#### Problem requirements
All pictures are to be skipped; retype only the lines from the top of the entries through the line with "width:14px; height:14px; translate:-50%", both included.

#### Data provided
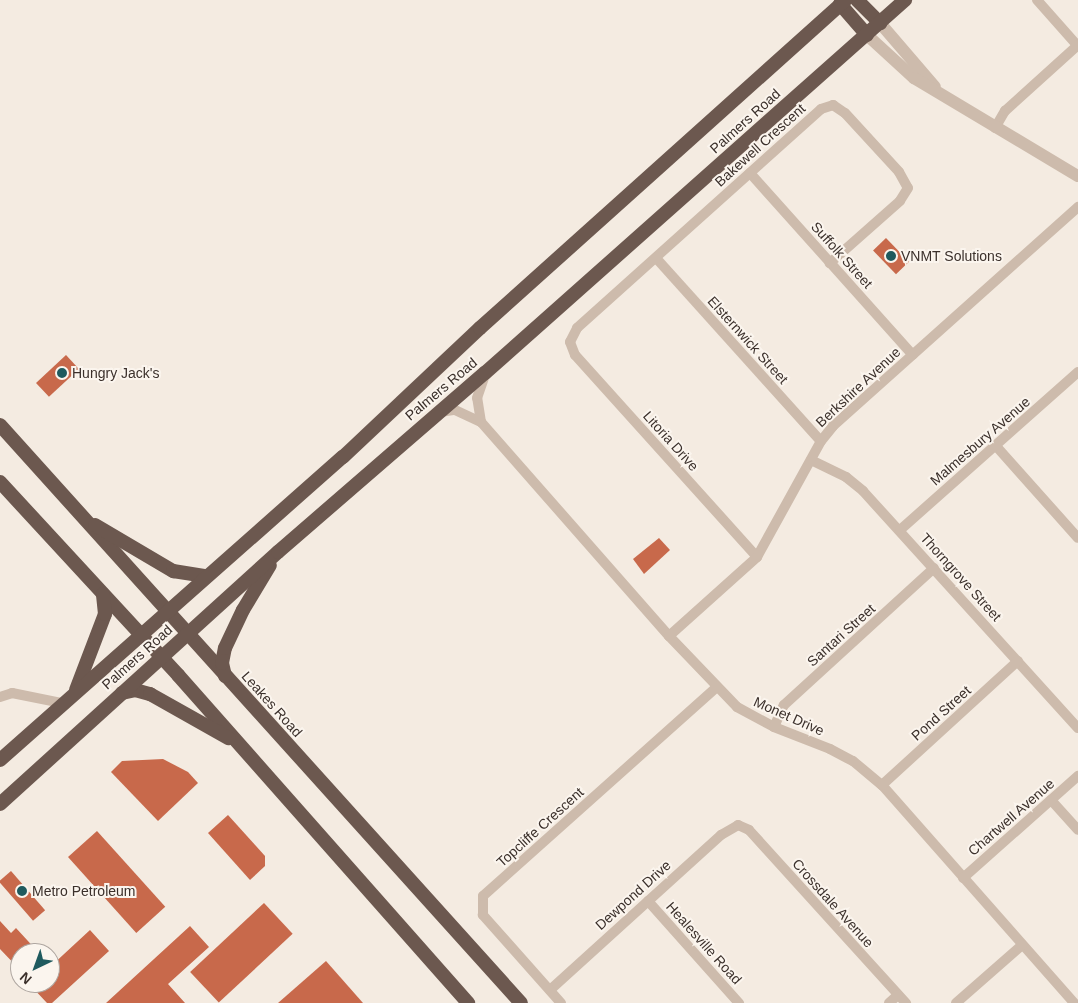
<!DOCTYPE html>
<html>
<head>
<meta charset="utf-8">
<style>
	body { margin:0 }
	#map { position:relative; width:1078px; height:1003px; overflow:hidden; background:#f4ebe1; font-family:Arial,sans-serif }
	div>[style] { position:absolute }
	[style*='--x'] { left:calc(var(--x)*1px); top:calc(var(--y)*1px); width:calc(var(--w)*1px); rotate:calc(var(--a)*1deg) }
	.building>* { inset:0; background:#c8694b; transform-origin:0 0 }
	.minor>* { height:10px; margin:-5px; padding:0 5px; transform-origin:5px; border-radius:5px; background:#cdbbac }
	.tertiary>* { height:12px; margin:-6px; padding:0 6px; transform-origin:6px; border-radius:6px; background:#cdbbac }
	.trunk>* { height:14px; margin:-7px; padding:0 7px; transform-origin:7px; border-radius:7px; background:#6c584f }
	.dots>* { width:14px; height:14px; translate:-50% -50%; box-sizing:border-box; border:2px solid #fbf5ee; border-radius:50% }
	span { translate:-50% -50%; white-space:nowrap; text-align:center; line-height:1.15; -webkit-text-stroke:4px #fbf5ee; paint-order:stroke }
	.street-label { font-size:14px; color:#3b302b }
	.poi-label { font-size:14px; color:#3b302b }
	.left { translate:0 -50%; text-align:left }
	.north { position:absolute; left:10px; top:943px; width:50px; height:50px; box-sizing:border-box; background:#fbf5ee; border:1px solid #aea6a0; border-radius:50%; rotate:222deg; font-size:14px; font-weight:700; line-height:20px; text-align:center; color:#3b302b }
	.north::after { content:''; display:block; margin:auto; width:18px; height:22px; background:#1f5a5e; clip-path:polygon(50% 0,100% 100%,50% 72%,0 100%) }
</style>
</head>
<body>
<div id="map">
	<div class="building">
		<i style="left:886px;top:238px;width:33px;height:18px;rotate:46deg"></i>
		<i style="left:66px;top:355px;width:19px;height:41px;rotate:47deg"></i>
		<i style="clip-path:polygon(659px 538px,670px 550px,644px 574px,633px 559px)"></i>
		<i style="clip-path:polygon(163px 759px,188px 772px,198px 783px,158px 821px,111px 772px,122px 761px)"></i>
		<i style="clip-path:polygon(228px 815px,265px 856px,265px 866px,250px 880px,208px 833px)"></i>
		<i style="left:97px;top:831px;width:102px;height:39px;rotate:48deg"></i>
		<i style="left:11px;top:871px;width:52px;height:16px;rotate:49deg"></i>
		<i style="left:264px;top:903px;width:42px;height:101px;rotate:47deg"></i>
		<i style="clip-path:polygon(0 921px,11px 933px,16px 928px,39px 953px,20px 953px,20px 970px,0 949px)"></i>
		<i style="clip-path:polygon(190px 926px,209px 947px,168px 984px,185px 1003px,106px 1003px)"></i>
		<i style="clip-path:polygon(90px 930px,109px 951px,52px 1003px,47px 1003px,31px 986px,50px 983px,50px 967px)"></i>
		<i style="clip-path:polygon(326px 961px,363px 1003px,278px 1003px)"></i>
	</div>
	<div class="minor">
		<i style="--x:1037;--y:0;--w:60;--a:48.4"></i>
		<i style="--x:995;--y:128;--w:20;--a:-60"></i>
		<i style="--x:1005;--y:111;--w:98;--a:-42.1"></i>
		<i style="--x:750;--y:173;--w:244;--a:48.2"></i>
		<i style="--x:656;--y:258;--w:246;--a:48"></i>
		<i style="--x:440;--y:412;--w:15;--a:-8"></i>
		<i style="--x:455;--y:410;--w:29;--a:25"></i>
		<i style="--x:481;--y:422;--w:285;--a:48.7"></i>
		<i style="--x:669;--y:636;--w:98;--a:46.2"></i>
		<i style="--x:737;--y:707;--w:42;--a:28.4"></i>
		<i style="--x:774;--y:727;--w:60;--a:21.4"></i>
		<i style="--x:830;--y:749;--w:26;--a:28"></i>
		<i style="--x:853;--y:761;--w:38;--a:40"></i>
		<i style="--x:882;--y:785;--w:290;--a:48.6"></i>
		<i style="--x:481;--y:422;--w:24;--a:-99"></i>
		<i style="--x:477;--y:398;--w:24;--a:-71"></i>
		<i style="--x:996;--y:446;--w:123;--a:48.3"></i>
		<i style="--x:811;--y:460;--w:39;--a:26"></i>
		<i style="--x:846;--y:477;--w:22;--a:39"></i>
		<i style="--x:863;--y:491;--w:320;--a:47.8"></i>
		<i style="--x:900;--y:530;--w:238;--a:-41.6"></i>
		<i style="--x:757;--y:557;--w:272;--a:-132"></i>
		<i style="--x:575;--y:355;--w:14;--a:-111"></i>
		<i style="--x:570;--y:342;--w:16;--a:-63"></i>
		<i style="--x:577;--y:328;--w:328;--a:-41.9"></i>
		<i style="--x:821;--y:109;--w:13;--a:-18"></i>
		<i style="--x:833;--y:105;--w:14;--a:34"></i>
		<i style="--x:845;--y:113;--w:80;--a:47.5"></i>
		<i style="--x:899;--y:172;--w:18;--a:61"></i>
		<i style="--x:908;--y:188;--w:15;--a:122"></i>
		<i style="--x:900;--y:201;--w:94;--a:138.5"></i>
		<i style="--x:669;--y:636;--w:118;--a:-41.9"></i>
		<i style="--x:757;--y:557;--w:132;--a:-61.1"></i>
		<i style="--x:821;--y:441;--w:19;--a:-51"></i>
		<i style="--x:833;--y:426;--w:329;--a:-41.8"></i>
		<i style="--x:0;--y:697;--w:13;--a:-18"></i>
		<i style="--x:12;--y:693;--w:55;--a:11.5"></i>
		<i style="--x:774;--y:727;--w:24;--a:-66"></i>
		<i style="--x:784;--y:705;--w:203;--a:-42.4"></i>
		<i style="--x:882;--y:785;--w:184;--a:-42.4"></i>
		<i style="--x:1051;--y:800;--w:40;--a:48"></i>
		<i style="--x:963;--y:878;--w:154;--a:-41.6"></i>
		<i style="--x:648;--y:901;--w:137;--a:48.3"></i>
		<i style="--x:550;--y:990;--w:231;--a:-42.2"></i>
		<i style="--x:721;--y:835;--w:20;--a:-30"></i>
		<i style="--x:738;--y:825;--w:12;--a:24"></i>
		<i style="--x:749;--y:830;--w:234;--a:47.8"></i>
		<i style="--x:561;--y:1003;--w:118;--a:-131.6"></i>
		<i style="--x:483;--y:915;--w:19;--a:-90"></i>
		<i style="--x:483;--y:896;--w:314;--a:-41.8"></i>
		<i style="--x:889;--y:1003;--w:12;--a:-42"></i>
		<i style="--x:956;--y:1003;--w:88;--a:-41.3"></i>
	</div>
	<div class="tertiary">
		<i style="--x:880;--y:23;--w:84;--a:49.3"></i>
		<i style="--x:867;--y:35;--w:64;--a:42.5"></i>
		<i style="--x:914;--y:78;--w:191;--a:30.9"></i>
	</div>
	<div class="trunk">
		<i style="--x:857;--y:0;--w:33;--a:45"></i>
		<i style="--x:840;--y:4;--w:41;--a:48.9"></i>
		<i style="--x:0;--y:425;--w:778;--a:47.97"></i>
		<i style="--x:0;--y:482;--w:263;--a:47.3"></i>
		<i style="--x:178;--y:675;--w:438;--a:48.5"></i>
		<i style="--x:95;--y:525;--w:91;--a:30.5"></i>
		<i style="--x:173;--y:571;--w:33;--a:9"></i>
		<i style="--x:225;--y:676;--w:13;--a:-103"></i>
		<i style="--x:222;--y:663;--w:15;--a:-79"></i>
		<i style="--x:225;--y:648;--w:42;--a:-64.7"></i>
		<i style="--x:243;--y:610;--w:52;--a:-59"></i>
		<i style="--x:76;--y:690;--w:81;--a:-69.1"></i>
		<i style="--x:105;--y:614;--w:20;--a:-96"></i>
		<i style="--x:122;--y:693;--w:13;--a:-13"></i>
		<i style="--x:135;--y:690;--w:16;--a:15"></i>
		<i style="--x:150;--y:694;--w:90;--a:29.4"></i>
		<i style="--x:0;--y:760;--w:458;--a:-41.5"></i>
		<i style="--x:343;--y:457;--w:188;--a:-43.3"></i>
		<i style="--x:480;--y:328;--w:491;--a:-41.9"></i>
		<i style="--x:0;--y:804;--w:375;--a:-42.2"></i>
		<i style="--x:278;--y:552;--w:274;--a:-40.9"></i>
		<i style="--x:485;--y:373;--w:562;--a:-41.61"></i>
	</div>
	<div class="dots">
		<i style="left:891px;top:256px;background:#1f5a5e"></i>
		<i style="left:62px;top:373px;background:#1f5a5e"></i>
		<i style="left:22px;top:891px;background:#1f5a5e"></i>
	</div>
	<div class="street-label">
		<span style="left:745px;top:121px;rotate:-42deg">Palmers Road</span>
		<span style="left:760px;top:145px;rotate:-42deg">Bakewell Crescent</span>
		<span style="left:842px;top:255px;rotate:48deg">Suffolk Street</span>
		<span style="left:748px;top:340px;rotate:48deg">Elsternwick Street</span>
		<span style="left:858px;top:387px;rotate:-43deg">Berkshire Avenue</span>
		<span style="left:441px;top:389px;rotate:-40deg">Palmers Road</span>
		<span style="left:671px;top:441px;rotate:48deg">Litoria Drive</span>
		<span style="left:980px;top:441px;rotate:-41deg">Malmesbury Avenue</span>
		<span style="left:961px;top:577px;rotate:48deg">Thorngrove Street</span>
		<span style="left:841px;top:635px;rotate:-42deg">Santari Street</span>
		<span style="left:137px;top:657px;rotate:-42deg">Palmers Road</span>
		<span style="left:272px;top:704px;rotate:48deg">Leakes Road</span>
		<span style="left:941px;top:713px;rotate:-42deg">Pond Street</span>
		<span style="left:789px;top:716px;rotate:24deg">Monet Drive</span>
		<span style="left:1011px;top:817px;rotate:-41deg">Chartwell Avenue</span>
		<span style="left:540px;top:827px;rotate:-42deg">Topcliffe Crescent</span>
		<span style="left:633px;top:895px;rotate:-42deg">Dewpond Drive</span>
		<span style="left:833px;top:903px;rotate:48deg">Crossdale Avenue</span>
		<span style="left:704px;top:943px;rotate:48deg">Healesville Road</span>
	</div>
	<div class="poi-label">
		<span class="left" style="left:901px;top:256px">VNMT Solutions</span>
		<span class="left" style="left:72px;top:373px">Hungry Jack's</span>
		<span class="left" style="left:32px;top:891px">Metro Petroleum</span>
	</div>
	<div class="north">N</div>
</div>
</body>
</html>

#### Exercise response
<!DOCTYPE html>
<html>
<head>
<meta charset="utf-8">
<style>
	body { margin:0 }
	#map { position:relative; width:1078px; height:1003px; overflow:hidden; background:#f4ebe1; font-family:Arial,sans-serif }
	div>[style] { position:absolute }
	[style*='--x'] { left:calc(var(--x)*1px); top:calc(var(--y)*1px); width:calc(var(--w)*1px); rotate:calc(var(--a)*1deg) }
	.building>* { inset:0; background:#c8694b; transform-origin:0 0 }
	.minor>* { height:10px; margin:-5px; padding:0 5px; transform-origin:5px; border-radius:5px; background:#cdbbac }
	.tertiary>* { height:12px; margin:-6px; padding:0 6px; transform-origin:6px; border-radius:6px; background:#cdbbac }
	.trunk>* { height:14px; margin:-7px; padding:0 7px; transform-origin:7px; border-radius:7px; background:#6c584f }
	.dots>* { width:14px; height:14px; translate:-50% -50%; box-sizing:border-box; border:2px solid #fbf5ee; border-radius:50% }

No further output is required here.